Faut-il avoir peur du wokisme?

3 février 2024Pierre Jasmin
Catégories : Droits humains , Société

L’obsession de la droite par le wokisme se démontre chez nous par la quantité d’éditoriaux hargneux par l’ex-ministre de l’immigration Joseph Facal et autre chroniqueurs sévissant entre autres dans Le Journal de Montréal.

Au contraire du verbiage anti-jeunesse si courant dans la dégradation du discours public en nos médias de moins en moins éclairés, l’essayiste et réalisateur franco-américain Romuald Sciora nous éveille (racine étymologique de woke) à une pensée cartésienne éclairant le chemin (Tao) de pensées féministes et anti-racistes s’orientant vers la justice sociale.

Dans son dernier ouvrage paru en octobre aux Éditions Armand Colin dont le titre coiffe cet article, Romuald Sciora salue le wokisme dans son « combat pour les droits des personnes LGBTQIA+ notamment en Afrique, où une trentaine de gouvernements refuse toujours de les appliquer. Seule une vraie action concertée de la communauté internationale pourrait avoir de réelles répercussions. C’est là où le rôle des militants wokes s’avère nécessaire. Les ambitions des wokes sont assez simples et on ne peut plus claires : instaurer un monde plus juste et plus égalitaire. »

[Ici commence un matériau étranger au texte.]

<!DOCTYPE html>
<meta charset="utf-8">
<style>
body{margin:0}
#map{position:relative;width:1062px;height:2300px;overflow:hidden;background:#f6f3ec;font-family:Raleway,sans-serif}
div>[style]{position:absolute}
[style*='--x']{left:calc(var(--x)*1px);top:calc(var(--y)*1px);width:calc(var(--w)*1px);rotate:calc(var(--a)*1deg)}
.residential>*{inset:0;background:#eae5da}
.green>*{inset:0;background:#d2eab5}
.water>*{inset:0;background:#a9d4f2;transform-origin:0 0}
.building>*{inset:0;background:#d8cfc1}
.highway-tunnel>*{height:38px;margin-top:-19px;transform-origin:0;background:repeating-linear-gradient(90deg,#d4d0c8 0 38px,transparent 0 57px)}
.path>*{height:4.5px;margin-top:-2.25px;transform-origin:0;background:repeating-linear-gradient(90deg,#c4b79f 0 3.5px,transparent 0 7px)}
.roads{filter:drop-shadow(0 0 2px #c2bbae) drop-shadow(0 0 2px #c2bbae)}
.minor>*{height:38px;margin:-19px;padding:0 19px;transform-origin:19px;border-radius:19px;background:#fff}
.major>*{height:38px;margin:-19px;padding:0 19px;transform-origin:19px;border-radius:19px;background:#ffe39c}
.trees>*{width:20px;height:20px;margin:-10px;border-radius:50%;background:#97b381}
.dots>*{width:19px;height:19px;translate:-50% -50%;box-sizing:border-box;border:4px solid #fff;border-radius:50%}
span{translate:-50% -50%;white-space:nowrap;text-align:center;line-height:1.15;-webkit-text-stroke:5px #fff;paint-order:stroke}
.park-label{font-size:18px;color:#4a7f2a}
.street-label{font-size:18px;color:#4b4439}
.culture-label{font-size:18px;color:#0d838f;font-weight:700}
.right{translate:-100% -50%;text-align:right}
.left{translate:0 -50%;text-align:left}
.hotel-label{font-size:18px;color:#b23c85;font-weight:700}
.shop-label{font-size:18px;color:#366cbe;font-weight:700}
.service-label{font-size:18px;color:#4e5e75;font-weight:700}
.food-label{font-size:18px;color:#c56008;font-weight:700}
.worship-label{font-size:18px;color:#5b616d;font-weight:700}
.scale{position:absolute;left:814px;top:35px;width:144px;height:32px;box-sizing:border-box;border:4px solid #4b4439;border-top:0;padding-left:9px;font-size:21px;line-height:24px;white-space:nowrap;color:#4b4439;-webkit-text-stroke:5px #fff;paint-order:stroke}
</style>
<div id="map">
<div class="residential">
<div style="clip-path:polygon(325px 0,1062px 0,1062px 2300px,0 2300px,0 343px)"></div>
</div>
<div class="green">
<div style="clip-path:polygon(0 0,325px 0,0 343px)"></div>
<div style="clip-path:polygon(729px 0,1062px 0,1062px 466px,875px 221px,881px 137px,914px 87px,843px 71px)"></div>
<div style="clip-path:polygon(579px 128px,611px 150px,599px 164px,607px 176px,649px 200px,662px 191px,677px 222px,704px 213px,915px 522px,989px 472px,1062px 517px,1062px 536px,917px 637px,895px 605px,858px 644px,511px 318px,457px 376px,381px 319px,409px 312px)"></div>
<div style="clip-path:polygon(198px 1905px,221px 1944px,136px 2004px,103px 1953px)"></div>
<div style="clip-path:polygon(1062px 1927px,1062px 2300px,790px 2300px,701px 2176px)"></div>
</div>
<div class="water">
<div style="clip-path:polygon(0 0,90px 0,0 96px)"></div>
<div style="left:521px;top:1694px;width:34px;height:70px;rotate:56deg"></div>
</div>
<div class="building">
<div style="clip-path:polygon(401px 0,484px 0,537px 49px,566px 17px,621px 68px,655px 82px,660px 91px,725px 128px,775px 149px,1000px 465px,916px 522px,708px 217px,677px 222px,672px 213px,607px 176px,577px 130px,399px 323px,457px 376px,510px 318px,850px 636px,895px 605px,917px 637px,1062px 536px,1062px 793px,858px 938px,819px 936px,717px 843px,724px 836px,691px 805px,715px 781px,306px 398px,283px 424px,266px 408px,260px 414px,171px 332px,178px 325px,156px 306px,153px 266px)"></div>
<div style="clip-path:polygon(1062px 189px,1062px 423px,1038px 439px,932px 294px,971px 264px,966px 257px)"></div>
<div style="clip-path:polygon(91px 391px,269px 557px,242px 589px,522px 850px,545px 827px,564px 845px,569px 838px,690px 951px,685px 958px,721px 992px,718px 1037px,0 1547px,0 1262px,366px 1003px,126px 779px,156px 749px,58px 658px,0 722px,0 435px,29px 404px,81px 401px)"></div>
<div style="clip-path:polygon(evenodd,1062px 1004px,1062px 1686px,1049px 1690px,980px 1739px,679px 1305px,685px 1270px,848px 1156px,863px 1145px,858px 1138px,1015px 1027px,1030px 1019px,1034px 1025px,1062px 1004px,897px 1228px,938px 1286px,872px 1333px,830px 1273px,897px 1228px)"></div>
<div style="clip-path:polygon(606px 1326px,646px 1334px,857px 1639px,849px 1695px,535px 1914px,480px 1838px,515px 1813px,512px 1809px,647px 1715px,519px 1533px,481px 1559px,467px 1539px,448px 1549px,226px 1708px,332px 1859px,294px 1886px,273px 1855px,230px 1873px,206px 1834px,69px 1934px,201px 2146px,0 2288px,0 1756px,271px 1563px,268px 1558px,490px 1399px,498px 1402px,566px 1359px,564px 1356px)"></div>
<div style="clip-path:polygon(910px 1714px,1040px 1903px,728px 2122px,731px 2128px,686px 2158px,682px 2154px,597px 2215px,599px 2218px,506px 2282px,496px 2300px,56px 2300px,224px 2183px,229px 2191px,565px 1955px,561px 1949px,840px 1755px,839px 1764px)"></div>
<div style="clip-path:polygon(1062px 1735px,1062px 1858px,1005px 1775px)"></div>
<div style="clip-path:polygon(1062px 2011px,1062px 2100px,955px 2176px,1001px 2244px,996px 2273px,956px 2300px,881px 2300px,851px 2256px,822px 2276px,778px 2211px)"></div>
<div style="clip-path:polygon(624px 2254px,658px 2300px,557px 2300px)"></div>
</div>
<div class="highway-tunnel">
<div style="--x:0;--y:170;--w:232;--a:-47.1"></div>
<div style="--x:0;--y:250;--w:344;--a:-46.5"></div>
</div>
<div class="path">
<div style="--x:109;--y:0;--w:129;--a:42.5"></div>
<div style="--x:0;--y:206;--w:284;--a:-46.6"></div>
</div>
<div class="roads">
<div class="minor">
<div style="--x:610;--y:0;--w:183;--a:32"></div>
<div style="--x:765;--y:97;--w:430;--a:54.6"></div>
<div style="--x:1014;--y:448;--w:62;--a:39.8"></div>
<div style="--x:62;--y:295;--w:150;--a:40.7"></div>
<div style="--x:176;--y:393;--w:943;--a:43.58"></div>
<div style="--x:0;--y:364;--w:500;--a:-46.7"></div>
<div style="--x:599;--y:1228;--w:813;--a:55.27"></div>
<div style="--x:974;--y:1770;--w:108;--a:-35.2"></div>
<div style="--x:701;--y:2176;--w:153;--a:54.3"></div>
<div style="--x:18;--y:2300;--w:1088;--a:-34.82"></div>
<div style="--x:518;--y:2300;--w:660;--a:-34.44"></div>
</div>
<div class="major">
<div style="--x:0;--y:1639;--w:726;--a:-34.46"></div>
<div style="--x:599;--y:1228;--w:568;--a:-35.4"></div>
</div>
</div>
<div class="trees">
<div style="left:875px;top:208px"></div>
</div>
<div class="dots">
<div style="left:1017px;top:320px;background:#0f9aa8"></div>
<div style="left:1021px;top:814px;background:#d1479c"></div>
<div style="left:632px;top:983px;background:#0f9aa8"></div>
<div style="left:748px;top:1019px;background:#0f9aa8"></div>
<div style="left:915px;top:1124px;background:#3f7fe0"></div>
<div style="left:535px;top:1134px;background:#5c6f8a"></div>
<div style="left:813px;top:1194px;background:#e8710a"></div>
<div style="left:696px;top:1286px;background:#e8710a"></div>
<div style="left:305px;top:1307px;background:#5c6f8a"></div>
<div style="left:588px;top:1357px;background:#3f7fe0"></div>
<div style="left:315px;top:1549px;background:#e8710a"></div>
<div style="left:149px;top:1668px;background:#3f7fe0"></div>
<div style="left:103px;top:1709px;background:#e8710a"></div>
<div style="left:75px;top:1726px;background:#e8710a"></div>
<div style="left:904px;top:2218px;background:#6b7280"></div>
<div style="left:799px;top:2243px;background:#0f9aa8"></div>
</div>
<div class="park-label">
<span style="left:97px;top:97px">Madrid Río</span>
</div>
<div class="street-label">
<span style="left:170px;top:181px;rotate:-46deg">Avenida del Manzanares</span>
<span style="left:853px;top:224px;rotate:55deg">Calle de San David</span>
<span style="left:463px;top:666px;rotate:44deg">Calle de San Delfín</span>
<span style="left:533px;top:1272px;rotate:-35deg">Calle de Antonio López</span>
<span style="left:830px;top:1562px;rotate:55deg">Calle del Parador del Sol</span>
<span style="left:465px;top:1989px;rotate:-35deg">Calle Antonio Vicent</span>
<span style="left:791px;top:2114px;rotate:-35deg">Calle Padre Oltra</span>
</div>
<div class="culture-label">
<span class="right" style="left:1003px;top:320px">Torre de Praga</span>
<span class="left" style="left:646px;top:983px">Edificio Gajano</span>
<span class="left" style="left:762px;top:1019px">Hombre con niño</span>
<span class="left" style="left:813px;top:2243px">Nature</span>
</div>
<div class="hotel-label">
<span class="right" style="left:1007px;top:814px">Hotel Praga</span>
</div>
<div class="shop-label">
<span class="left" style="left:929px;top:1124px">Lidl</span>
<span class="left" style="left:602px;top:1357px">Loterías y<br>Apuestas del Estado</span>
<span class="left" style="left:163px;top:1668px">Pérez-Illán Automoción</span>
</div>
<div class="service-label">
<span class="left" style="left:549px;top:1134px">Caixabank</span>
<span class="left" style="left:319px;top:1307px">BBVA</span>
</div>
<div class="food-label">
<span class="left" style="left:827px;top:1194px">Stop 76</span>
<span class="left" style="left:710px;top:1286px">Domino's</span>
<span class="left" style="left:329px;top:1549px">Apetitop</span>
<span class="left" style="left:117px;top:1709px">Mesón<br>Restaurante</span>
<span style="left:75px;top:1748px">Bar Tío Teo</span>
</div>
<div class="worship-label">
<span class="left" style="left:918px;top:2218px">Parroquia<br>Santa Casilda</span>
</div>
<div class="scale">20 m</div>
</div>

On doit néanmoins reprocher à ce livre l’intellectualisation du wokisme en qui l’auteur voit, selon son sous-titre, une philosophie, plutôt que le mouvement irrésistible porté par « l’idle no more » des Premières Nations du Canada et sur lequel un chapitre entier aurait dû être consacré : sans doute que les États-Unis sont moins avancés que le Québec avec une FTQ dirigée par l’Innue Magali Picard et le Manitoba qui vient d’élire un Premier ministre NPD de 41 ans, issu de la nation ojibwée.

Faces sombres du wokisme

Romuald sait tempérer ses nombreux actes de foi par un chapitre à part, intitulé La face sombre du wokisme, qui exprime sa méfiance entre autres pour la cancel culture, qu’elle s’applique envers des conférenciers, même lorsque mis en face de contradicteurs, ou pour des gens soupçonnées et non accusées de viols. Romuald écrit : « Harasser quelqu’un sur les réseaux sociaux, lui faire perdre un emploi ou sa dignité, le faire bannir pour un temps des médias, ne  » l’annulera » pas. Bien au contraire, à terme, cela le renforcera. Ne brûlez pas non plus ses livres, les autodafés sentent mauvais. »

Il conclut cette face sombre en l’éclairant par une importante tribune collective publiée en mai 2023 dans Le Monde et titrée « l’antiwokisme est infiniment plus menaçant que ledit wokisme auquel il prétend s’attaquer. »

Nombreux atouts de cet ouvrage

En citant Pierre Bourdieu, Romuald pousse la rigueur intellectuelle jusqu’à dénoncer aussi « les formes de racisme les plus subtiles, les plus méconnaissables, donc les plus rarement dénoncées » tel celui exercé par « une classe dominante dont le pouvoir repose en partie sur la possession de titres qui, comme les titres scolaires, sont censés être des garanties d’intelligence et qui ont pris la place pour l’accès même aux positions de pouvoir économique, des titres anciens comme les titres de propriété et les titres de noblesse ».

Où peut-on trouver ailleurs des définitions aussi claires de la fluidité des genres, via ou non la transition de genres et des moyens aussi généreux de protéger de la droite hystérique les agenres, bisexuels, cisgenres, non-binaires, queers et transgenres ? Où trouver dans un seul autre ouvrage des avertissements contre la grossophobie et l’hyperautocentrisme côtoyant des plaidoyers pour les handicapés de toutes catégories afin de leur ouvrir toutes les portes de la société, plus une plaidoirie intelligente antispéciste pour la libération animale et pour le véganisme qu’il approuve sans le pratiquer ? Romuald nous gratifie enfin d’un glossaire indispensable de dix pages sur des termes apparus récemment, notamment dans le néo-féminisme, que l’Organisation internationale de la Francophonie devrait répandre.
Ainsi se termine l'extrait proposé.